Each node pool corresponds to a scaling group. No fees are charged for node pools. However, you are charged for the cloud resources that are used by node pools, such as ECS instances.

How do I use preemptible instances in a node pool?

You can use preemptible instances when you create a node pool. You can also use preemptible instances in a node pool by using the spot-instance-advisor command-line tool. For more information, see Best practices for preemptible instance-based node pools.

Note

When you create a cluster, you cannot select preemptible instances for the node pool of the cluster.

How do I change the maximum number of pods supported by a node?

  • The maximum number of pods supported by a node is limited and varies based on the type of cluster. You can increase the upper limit for nodes in certain cluster types. For more information, see Quotas.

  • The network plug-in used by an ACK cluster also has limits on the maximum number of pods supported by a node. You can go to the Basic Information tab of the ACK cluster in the ACK console to check the network plug-in used by the cluster.

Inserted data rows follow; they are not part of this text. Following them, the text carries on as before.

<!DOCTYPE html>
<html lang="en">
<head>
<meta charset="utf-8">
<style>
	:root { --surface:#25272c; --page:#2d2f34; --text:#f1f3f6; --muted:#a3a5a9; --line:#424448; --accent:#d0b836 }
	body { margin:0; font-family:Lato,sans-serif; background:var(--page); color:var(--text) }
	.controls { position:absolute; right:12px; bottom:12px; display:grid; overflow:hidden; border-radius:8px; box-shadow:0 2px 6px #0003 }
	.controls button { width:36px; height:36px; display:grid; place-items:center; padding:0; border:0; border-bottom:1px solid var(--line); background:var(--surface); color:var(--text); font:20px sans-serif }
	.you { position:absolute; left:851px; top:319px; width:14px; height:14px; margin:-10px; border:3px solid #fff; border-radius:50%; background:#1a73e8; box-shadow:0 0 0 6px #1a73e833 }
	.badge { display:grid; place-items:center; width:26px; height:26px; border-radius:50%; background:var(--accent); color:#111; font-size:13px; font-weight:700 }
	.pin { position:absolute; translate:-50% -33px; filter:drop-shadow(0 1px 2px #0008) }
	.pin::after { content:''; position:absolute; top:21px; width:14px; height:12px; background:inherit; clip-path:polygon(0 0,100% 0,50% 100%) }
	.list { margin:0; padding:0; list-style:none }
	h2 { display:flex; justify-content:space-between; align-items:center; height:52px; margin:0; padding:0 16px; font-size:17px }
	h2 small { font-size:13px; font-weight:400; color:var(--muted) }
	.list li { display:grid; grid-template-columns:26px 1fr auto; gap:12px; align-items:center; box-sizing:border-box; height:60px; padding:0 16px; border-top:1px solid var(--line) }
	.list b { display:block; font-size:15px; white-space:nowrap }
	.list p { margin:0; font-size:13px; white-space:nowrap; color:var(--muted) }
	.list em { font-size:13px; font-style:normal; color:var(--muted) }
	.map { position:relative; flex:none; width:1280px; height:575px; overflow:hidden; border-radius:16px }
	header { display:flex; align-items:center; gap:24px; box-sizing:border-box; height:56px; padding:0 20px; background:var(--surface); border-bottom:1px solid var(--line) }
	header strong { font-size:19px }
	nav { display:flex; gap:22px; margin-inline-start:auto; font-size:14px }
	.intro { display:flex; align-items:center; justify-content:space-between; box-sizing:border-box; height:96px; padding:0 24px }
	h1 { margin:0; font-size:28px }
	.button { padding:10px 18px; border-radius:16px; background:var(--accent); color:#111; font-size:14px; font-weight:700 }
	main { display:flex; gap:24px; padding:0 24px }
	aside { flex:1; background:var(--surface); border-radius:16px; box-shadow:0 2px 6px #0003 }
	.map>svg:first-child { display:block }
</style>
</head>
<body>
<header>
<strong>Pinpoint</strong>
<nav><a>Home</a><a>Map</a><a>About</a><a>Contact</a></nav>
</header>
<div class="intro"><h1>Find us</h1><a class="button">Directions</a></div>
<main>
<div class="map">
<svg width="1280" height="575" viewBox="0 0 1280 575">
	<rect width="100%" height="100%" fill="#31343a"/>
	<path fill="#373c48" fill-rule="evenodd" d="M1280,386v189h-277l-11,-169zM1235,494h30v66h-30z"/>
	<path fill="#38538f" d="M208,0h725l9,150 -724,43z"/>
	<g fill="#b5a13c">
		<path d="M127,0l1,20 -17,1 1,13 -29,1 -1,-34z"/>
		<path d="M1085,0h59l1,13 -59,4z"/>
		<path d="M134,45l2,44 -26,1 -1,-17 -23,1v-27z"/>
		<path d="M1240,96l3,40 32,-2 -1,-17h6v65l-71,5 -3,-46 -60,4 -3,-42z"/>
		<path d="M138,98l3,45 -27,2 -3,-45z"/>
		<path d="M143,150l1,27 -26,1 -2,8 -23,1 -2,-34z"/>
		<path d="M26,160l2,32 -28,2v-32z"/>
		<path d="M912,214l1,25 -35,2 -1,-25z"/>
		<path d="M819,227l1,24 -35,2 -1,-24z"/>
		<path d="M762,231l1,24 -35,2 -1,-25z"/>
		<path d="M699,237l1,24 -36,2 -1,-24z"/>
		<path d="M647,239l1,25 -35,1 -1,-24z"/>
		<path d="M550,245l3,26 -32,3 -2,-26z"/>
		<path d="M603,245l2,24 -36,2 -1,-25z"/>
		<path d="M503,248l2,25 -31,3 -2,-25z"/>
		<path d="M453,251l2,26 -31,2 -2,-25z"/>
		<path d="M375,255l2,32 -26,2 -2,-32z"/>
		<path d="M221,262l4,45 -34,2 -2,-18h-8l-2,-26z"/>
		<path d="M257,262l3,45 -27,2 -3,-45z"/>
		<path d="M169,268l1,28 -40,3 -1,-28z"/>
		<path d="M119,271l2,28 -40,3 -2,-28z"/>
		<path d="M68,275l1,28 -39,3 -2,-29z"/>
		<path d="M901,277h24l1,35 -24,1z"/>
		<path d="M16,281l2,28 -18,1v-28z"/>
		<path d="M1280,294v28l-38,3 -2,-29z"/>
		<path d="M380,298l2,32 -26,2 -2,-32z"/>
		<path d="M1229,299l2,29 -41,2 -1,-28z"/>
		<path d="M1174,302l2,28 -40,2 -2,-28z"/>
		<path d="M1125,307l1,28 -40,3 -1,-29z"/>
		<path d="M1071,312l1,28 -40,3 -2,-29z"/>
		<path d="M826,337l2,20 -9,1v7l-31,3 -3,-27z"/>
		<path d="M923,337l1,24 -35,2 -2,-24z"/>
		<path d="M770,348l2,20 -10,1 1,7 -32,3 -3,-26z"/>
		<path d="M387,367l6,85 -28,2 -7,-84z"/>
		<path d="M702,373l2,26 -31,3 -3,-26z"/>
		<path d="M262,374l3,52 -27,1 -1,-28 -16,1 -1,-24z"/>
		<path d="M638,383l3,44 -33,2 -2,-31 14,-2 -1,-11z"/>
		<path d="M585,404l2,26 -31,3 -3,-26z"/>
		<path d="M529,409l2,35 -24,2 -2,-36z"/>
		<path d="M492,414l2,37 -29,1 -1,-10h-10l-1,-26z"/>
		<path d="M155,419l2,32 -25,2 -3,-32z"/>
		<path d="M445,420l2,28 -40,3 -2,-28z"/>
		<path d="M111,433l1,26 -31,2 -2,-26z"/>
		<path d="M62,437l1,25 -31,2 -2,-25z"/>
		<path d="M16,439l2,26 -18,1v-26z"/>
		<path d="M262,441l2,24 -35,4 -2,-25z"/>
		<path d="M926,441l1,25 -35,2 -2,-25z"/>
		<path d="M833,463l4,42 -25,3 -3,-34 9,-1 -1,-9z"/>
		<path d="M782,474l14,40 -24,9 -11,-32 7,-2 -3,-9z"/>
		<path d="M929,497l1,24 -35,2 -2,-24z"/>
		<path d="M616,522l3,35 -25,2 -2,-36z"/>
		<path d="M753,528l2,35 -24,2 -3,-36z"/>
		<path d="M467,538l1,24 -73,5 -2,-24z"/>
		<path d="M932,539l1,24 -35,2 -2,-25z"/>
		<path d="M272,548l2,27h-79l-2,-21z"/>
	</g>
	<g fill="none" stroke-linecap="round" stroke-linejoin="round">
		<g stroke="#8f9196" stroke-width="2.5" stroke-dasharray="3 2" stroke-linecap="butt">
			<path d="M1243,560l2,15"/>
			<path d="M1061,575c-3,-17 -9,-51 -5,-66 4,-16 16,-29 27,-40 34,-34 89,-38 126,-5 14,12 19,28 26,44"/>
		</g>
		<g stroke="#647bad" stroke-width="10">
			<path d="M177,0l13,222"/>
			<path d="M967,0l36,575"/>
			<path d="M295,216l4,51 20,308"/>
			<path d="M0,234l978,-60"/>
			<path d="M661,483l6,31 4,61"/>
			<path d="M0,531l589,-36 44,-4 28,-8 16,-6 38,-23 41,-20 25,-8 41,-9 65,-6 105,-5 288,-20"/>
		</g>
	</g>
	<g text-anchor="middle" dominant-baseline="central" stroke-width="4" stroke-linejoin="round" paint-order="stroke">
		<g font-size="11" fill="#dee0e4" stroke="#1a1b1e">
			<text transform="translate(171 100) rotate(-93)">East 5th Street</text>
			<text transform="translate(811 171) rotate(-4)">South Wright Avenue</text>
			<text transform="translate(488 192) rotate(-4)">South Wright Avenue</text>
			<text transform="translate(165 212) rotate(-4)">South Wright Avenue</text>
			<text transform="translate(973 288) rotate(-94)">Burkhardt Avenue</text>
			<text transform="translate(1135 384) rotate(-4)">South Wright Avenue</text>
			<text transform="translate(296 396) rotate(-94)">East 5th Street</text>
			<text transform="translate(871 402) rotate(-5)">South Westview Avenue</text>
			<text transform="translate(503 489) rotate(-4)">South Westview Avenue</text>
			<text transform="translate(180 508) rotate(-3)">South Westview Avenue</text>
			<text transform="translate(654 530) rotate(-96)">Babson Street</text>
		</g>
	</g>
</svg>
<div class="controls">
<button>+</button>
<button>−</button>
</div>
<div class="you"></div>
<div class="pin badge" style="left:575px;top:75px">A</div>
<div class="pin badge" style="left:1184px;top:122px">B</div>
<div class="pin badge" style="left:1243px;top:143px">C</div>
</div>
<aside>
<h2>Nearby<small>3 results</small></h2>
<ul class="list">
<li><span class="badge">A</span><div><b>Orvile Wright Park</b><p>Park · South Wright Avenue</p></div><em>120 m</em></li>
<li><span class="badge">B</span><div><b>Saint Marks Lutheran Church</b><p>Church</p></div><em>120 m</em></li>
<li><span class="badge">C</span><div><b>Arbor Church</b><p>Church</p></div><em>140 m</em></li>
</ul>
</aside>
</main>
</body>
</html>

    • If your cluster uses Flannel, the maximum number of pods supported by a node cannot be changed after the cluster is created. If you require more pods, you can scale out node pools, or recreate the cluster and then reconfigure the pod CIDR block. For more information about scaling out node pools, see Scale a node pool. For more information about how to create an ACK cluster, see Create an ACK managed cluster.

    • If your cluster uses Terway, you can change the instance type to increase the maximum number of pods supported by a node. For more information, see Overview of instance configuration changes.

      Note
      • After you change the instance type, you need to set the nodes to the Unschedulable state, drain and restart the nodes, and then initiate pod scheduling. For more information, see Set node schedulability.

      • For more information about the maximum number of elastic network interfaces (ENIs) supported by each ECS instance type and the maximum number of private IP addresses supported by an ENI, see Overview of instance families.